* WORK ORDER *
Print each entry word for word.

---------- MATERIAL FOR THIS EXERCISE

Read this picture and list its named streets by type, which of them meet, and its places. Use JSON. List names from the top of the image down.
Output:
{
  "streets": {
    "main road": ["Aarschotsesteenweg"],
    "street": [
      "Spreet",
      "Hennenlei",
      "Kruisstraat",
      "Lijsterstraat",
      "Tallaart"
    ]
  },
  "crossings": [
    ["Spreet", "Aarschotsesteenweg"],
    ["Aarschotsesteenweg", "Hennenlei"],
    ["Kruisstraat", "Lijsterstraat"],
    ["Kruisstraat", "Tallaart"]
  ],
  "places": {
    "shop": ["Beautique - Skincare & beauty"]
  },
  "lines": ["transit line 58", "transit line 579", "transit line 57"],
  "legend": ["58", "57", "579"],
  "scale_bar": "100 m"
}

--------------------

* RESULT BELOW *
Read this picture and list its named streets by type, which of them meet, and its places. Use JSON. List names from the top of the image down.
Output:
{
  "streets": {
    "main road": ["Aarschotsesteenweg"],
    "street": [
      "Spreet",
      "Hennenlei",
      "Kruisstraat",
      "Lijsterstraat",
      "Tallaart"
    ]
  },
  "crossings": [
    ["Spreet", "Aarschotsesteenweg"],
    ["Aarschotsesteenweg", "Hennenlei"],
    ["Kruisstraat", "Lijsterstraat"],
    ["Kruisstraat", "Tallaart"]
  ],
  "places": {
    "shop": ["Beautique - Skincare & beauty"]
  },
  "lines": ["transit line 58", "transit line 579", "transit line 57"],
  "legend": ["58", "57", "579"],
  "scale_bar": "100 m"
}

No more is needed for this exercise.